Penn State College of Medicine researchers recently were awarded a five-year, $7 million grant from the National Heart, Lung and Blood Institute of the National Institutes of Health to conduct a series of studies on human circulation.
“Our goal is to gain a better understanding of how blood circulates in the body and how the bundles of nerves and nerve cells controlling many functions in the body help to regulate blood flow,” said Lawrence I. Sinoway, principal investigator for the grant, professor of medicine in the Penn State College of Medicine and program director in the Penn State General Clinical Research Center (GCRC). “Ultimately, this work may lead to new treatments for high blood pressure, heart failure and heart disease, and help to explain other mysteries of cardiovascular health.”
The grant will fund three projects. The first project, led by Sinoway, will examine the exercise pressor reflex, a communication mechanism between the brain and cardiovascular system active during exercise. Sinoway will compare the pressor reflex in healthy volunteers to people with heart failure, a disease affecting about 5 million Americans in which the heart weakens and has a reduced ability to pump blood. Information gained through his studies could lead to therapies to improve mobility and fitness for those with heart failure.
A second project will be led by Urs Leuenberger, professor of medicine in the Penn State College of Medicine and associate program director in the GCRC. His studies will examine how the nerves supplying the walls of the blood vessels and chemical factors produced in the body influence blood flow in response to hypoxia, a lower than normal blood oxygen level.
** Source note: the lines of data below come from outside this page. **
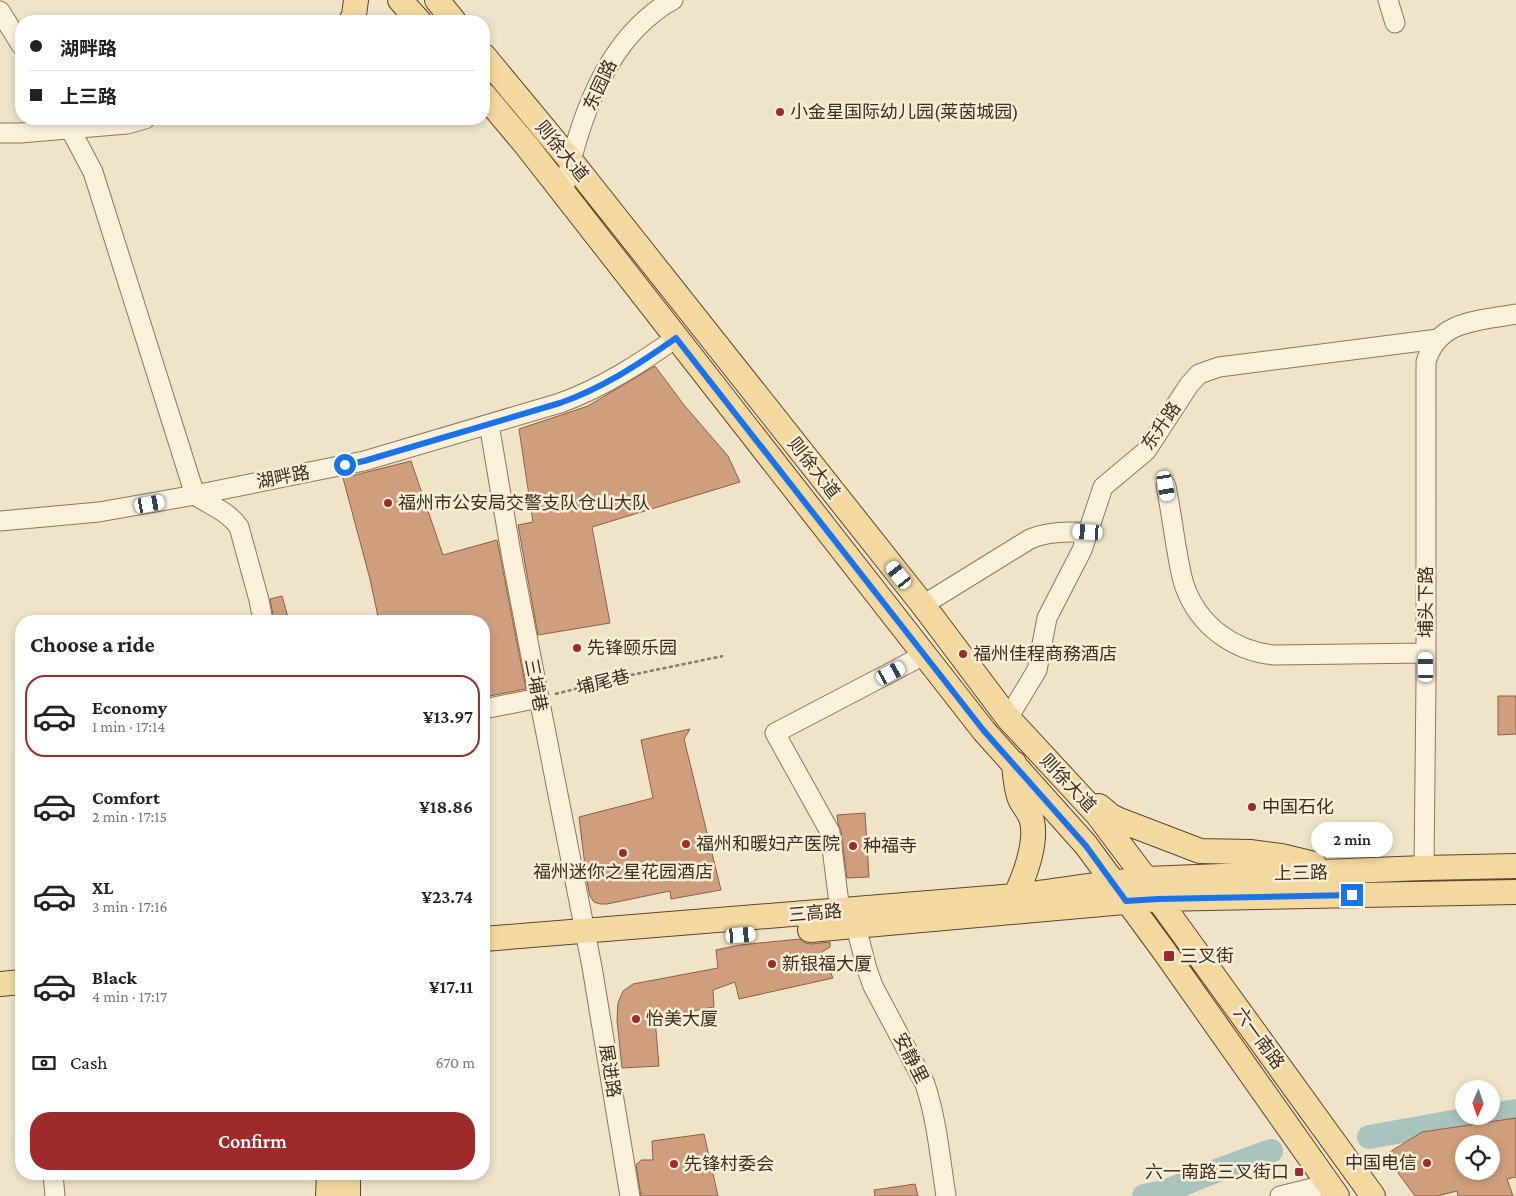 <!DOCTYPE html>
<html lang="en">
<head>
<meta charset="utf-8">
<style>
	body { margin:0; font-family:"Crimson Pro","Noto Sans SC",serif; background:#f6f6f6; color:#222; height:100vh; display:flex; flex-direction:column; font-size:19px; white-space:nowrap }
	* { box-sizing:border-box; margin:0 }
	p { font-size:16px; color:#767676 }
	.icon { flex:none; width:28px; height:28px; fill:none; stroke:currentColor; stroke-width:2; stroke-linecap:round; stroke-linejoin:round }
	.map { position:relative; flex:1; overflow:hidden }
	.details { position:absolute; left:15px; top:615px; width:475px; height:565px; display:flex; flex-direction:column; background:#fff; border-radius:20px; box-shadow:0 2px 8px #0003 }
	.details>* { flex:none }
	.guide { position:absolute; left:15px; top:15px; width:475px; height:110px; border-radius:20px; box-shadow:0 2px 8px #0003; display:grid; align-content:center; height:110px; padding:0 15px; background:#fff }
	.needle { width:32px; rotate:182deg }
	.tools { position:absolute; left:1455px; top:1080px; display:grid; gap:10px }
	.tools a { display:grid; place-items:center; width:45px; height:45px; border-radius:50%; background:#fff; box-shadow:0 2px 8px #0003; font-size:25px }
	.end { position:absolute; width:22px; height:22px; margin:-11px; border:6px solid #1a73e8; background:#fff; box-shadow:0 0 0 2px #fff }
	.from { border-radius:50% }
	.bubble { position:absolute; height:35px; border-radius:18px; background:#fff; box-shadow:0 2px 8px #0003; font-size:16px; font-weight:600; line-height:35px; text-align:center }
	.car { position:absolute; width:15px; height:30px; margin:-15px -8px; border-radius:6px; box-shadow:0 0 4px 1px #0007; background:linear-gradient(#fff 24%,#345 0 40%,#fff 0 76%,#345 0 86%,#fff 0) }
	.guide b { display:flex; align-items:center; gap:18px; height:48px; font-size:19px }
	.guide b+b { border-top:1px solid #e0e0e0 }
	.guide i { width:12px; height:12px; background:#222 }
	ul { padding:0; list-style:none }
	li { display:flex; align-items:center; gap:15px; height:82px; margin:0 10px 8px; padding:0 5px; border:2px solid transparent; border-radius:20px }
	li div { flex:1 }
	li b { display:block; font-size:19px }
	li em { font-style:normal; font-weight:600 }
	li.selected { border-color:#9e2a2b }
	li>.icon { width:45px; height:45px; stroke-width:1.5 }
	h2 { padding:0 15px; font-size:22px; line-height:60px }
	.pay { display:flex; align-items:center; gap:12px; height:55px; padding:0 15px; font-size:19px }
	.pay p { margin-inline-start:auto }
	.primary-button { display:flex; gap:10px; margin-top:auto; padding:10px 15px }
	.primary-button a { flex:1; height:58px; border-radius:20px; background:#9e2a2b; color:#fff; font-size:20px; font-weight:600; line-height:58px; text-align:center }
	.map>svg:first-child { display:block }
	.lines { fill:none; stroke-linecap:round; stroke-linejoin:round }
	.river { stroke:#a9c4bc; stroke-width:24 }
	.building { fill:#cf9f7d; stroke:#8d5f41; fill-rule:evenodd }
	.minor-casing { stroke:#8d765c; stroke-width:21 }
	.major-casing { stroke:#5b4430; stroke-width:26 }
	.path { stroke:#8d765c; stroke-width:2.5; stroke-dasharray:4 2.5; stroke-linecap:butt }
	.minor { stroke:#faf1dc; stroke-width:19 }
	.major { stroke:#f3d9a0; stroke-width:24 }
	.route { stroke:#1a73e8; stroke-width:6 }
	.poi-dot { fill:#9e2a2b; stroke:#f7eed8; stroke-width:2 }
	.labels { text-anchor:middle; stroke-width:5; stroke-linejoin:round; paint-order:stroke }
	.street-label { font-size:18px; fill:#3d2e20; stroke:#f7eed8 }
	.poi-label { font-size:18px; fill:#3d2e20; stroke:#f7eed8; text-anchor:start }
</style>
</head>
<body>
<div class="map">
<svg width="1516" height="1196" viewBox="0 0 1516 1196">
	<rect width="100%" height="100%" fill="#f0e4c8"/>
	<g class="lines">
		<path class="river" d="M1491,1115L1516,1111
			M1369,1137L1486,1116
			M1144,1196L1164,1192L1208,1174L1271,1151"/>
	</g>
	<path class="building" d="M655,366L684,405L728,456L740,482L592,527L610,623L538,635L518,525L533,522L519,429L588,406Z
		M411,461L443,555L497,540L526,689L484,697V621H379L370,579L343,478Z
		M282,596L289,621H274L270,599Z
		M1498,696H1516V734L1498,735Z
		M690,729L684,739L721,890L671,899L670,891L607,904H600L594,902L590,896L587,882L579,817L653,798L641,740Z
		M865,813L869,877L847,878L841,831L838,823L837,815Z
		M800,939L805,943L811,944L830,942V947L822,952L833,978L739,999L735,982L713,990L714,1007L655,1018L659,1066L622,1068L617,1020L618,1003L623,991L633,984L718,968L716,950L740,945Z
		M1516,1118V1177L1507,1179L1513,1196H1458L1457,1191L1437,1196H1415L1385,1155L1422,1132ZM1464,1144H1491V1171H1464Z
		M704,1134L718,1196H641L636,1165L641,1160H653L652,1141Z
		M915,1184L918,1196H875L874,1190Z"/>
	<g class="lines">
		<defs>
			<path id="minor" d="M1388,0L1395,23
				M0,11L21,45
				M65,119L93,172L195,495C211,506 228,511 239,527L259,600L263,621
				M0,133H20L127,124L145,119
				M563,193C577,132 597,63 645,20C654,12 662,5 673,0
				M489,424L511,553L539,698L592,967L630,1196
				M1166,486C1170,506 1173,526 1176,546C1179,560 1180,574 1185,587C1199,626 1234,651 1274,655L1426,653
				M0,521L99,512L195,495L364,461L560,403C602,388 639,364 676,338
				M923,605L1030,539C1049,531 1069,531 1088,533
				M484,709L539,698
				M1008,718L1037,670L1047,618L1082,550L1103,487L1146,451L1189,385L1199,374L1219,367L1438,339
				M1424,868L1426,681V362C1438,319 1480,321 1516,314
				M840,911L830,832L775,733L924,655
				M856,927L867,969L873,986L925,1084C937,1120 940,1158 946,1196
				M53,1174L55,1196
				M1280,1196L1329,1184"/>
			<path id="major" d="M400,0L419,21
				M437,0L454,21
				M351,21L354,15L356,0
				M484,56L571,161L923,605L1008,718L1097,814L1146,879L1158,899L1373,1196
				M484,95L526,145L984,731L1086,845L1164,951L1337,1196
				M1014,763C1015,774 1016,792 1021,801C1025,808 1030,813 1032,821C1037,843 1025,876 1015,896
				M1099,806L1111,816L1119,820L1200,851L1250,852L1281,856L1314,864
				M810,930L1158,899L1516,892
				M484,939L1015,896C1059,891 1102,883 1146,879L1424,868L1516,866
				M0,984L21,982
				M328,1196L329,1174
				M348,1196V1174"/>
		</defs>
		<use href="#minor" class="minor-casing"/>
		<use href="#major" class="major-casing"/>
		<path class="path" d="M555,694L631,675L723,656"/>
		<use href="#minor" class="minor"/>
		<use href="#major" class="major"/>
	</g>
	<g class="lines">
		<path class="route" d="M345,465L364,461L560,403C603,388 639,364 676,338L984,731L1086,846L1126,901L1158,899L1352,895"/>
	</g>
	<g class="poi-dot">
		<circle cx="780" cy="112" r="5"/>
		<circle cx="388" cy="503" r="5"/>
		<circle cx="577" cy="648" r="5"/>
		<circle cx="963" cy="654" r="5"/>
		<circle cx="1252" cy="807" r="5"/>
		<circle cx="686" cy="844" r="5"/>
		<circle cx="853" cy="846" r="5"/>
		<circle cx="623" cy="853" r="5"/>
		<rect x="1163" y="950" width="12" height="12" rx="2.5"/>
		<circle cx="772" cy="964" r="5"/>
		<circle cx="636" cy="1019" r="5"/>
		<circle cx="1427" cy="1163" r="5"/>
		<circle cx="674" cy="1164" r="5"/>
		<rect x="1294" y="1167" width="10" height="10" rx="2.5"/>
	</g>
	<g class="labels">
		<g class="street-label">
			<text transform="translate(600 85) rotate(-65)" y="6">东园路</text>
			<text transform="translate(562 151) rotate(51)" y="6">则徐大道</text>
			<text transform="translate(1161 426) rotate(-55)" y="6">东升路</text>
			<text transform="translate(814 468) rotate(52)" y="6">则徐大道</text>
			<text transform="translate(283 477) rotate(-11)" y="6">湖畔路</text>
			<text transform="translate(1426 602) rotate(-90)" y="6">埔头下路</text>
			<text transform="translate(603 682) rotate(-14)" y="6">埔尾巷</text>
			<text transform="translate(536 685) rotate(79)" y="6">三埔巷</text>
			<text transform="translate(1068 783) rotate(47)" y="6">则徐大道</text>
			<text transform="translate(1301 873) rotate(-1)" y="6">上三路</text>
			<text transform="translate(815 913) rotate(-5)" y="6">三高路</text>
			<text transform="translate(1259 1038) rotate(54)" y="6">六一南路</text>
			<text transform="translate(911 1058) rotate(63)" y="6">安静里</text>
			<text transform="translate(610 1071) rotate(81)" y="6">展进路</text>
		</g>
		<g class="poi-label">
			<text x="790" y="118">小金星国际幼儿园(莱茵城园)</text>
			<text x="398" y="509">福州市公安局交警支队仓山大队</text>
			<text x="587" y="654">先锋颐乐园</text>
			<text x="973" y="660">福州佳程商務酒店</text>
			<text x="1262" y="813">中国石化</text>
			<text x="696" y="850">福州和暖妇产医院</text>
			<text x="863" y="852">种福寺</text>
			<text x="623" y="878" text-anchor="middle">福州迷你之星花园酒店</text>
			<text x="1180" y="962">三叉街</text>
			<text x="782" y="970">新银福大厦</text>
			<text x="646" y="1025">怡美大厦</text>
			<text x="1417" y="1169" text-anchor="end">中国电信</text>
			<text x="684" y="1170">先锋村委会</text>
			<text x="1289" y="1178" text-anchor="end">六一南路三叉街口</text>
		</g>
	</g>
</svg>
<div class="tools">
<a><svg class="needle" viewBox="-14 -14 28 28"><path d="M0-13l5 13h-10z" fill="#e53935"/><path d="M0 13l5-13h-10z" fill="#767676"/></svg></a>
<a><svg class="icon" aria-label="locate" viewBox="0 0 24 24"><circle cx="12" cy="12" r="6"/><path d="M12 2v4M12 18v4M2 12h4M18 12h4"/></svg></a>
</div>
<i class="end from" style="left:345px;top:465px"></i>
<i class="end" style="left:1352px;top:895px"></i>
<div class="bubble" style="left:1311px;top:822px;width:82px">2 min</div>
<i class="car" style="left:1166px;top:486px;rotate:170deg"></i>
<i class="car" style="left:150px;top:504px;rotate:80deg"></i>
<i class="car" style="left:1088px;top:532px;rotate:273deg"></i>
<i class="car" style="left:899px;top:575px;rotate:322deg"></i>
<i class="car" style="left:1426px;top:667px;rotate:359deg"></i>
<i class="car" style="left:891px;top:673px;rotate:62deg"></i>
<i class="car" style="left:741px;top:935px;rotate:86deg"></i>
<div class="guide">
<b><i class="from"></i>湖畔路</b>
<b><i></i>上三路</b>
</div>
<section class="details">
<h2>Choose a ride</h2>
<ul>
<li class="selected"><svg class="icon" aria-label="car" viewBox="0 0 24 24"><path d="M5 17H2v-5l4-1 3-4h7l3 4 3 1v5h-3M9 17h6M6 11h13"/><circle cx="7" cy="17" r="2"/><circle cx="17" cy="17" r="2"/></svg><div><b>Economy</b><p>1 min · 17:14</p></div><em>¥13.97</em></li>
<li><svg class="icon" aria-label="car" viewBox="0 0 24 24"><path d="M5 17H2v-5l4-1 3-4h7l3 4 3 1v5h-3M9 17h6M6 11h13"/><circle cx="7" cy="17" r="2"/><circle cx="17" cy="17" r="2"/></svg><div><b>Comfort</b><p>2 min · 17:15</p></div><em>¥18.86</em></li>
<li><svg class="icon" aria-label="car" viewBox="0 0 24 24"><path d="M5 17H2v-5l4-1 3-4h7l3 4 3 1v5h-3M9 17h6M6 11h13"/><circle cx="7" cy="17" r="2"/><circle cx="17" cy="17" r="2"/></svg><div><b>XL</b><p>3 min · 17:16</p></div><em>¥23.74</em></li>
<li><svg class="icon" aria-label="car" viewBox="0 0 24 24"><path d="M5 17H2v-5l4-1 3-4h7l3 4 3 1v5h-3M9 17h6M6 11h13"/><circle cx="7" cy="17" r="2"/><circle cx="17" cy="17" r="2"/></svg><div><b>Black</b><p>4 min · 17:17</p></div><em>¥17.11</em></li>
</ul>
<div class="pay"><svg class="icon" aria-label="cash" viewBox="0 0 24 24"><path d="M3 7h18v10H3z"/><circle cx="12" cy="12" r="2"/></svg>Cash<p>670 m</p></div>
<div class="primary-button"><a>Confirm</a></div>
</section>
</div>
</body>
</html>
Hypoxia commonly accompanies a variety of diseases of the heart and lungs. Through a finely-tuned interaction between nerve signals and chemical factors, hypoxia normally causes a rise in blood flow to skeletal muscle that helps maintain the supply of badly-needed oxygen. These studies could lead to information that may one day help physicians better treat conditions in which blood flow is not properly regulated.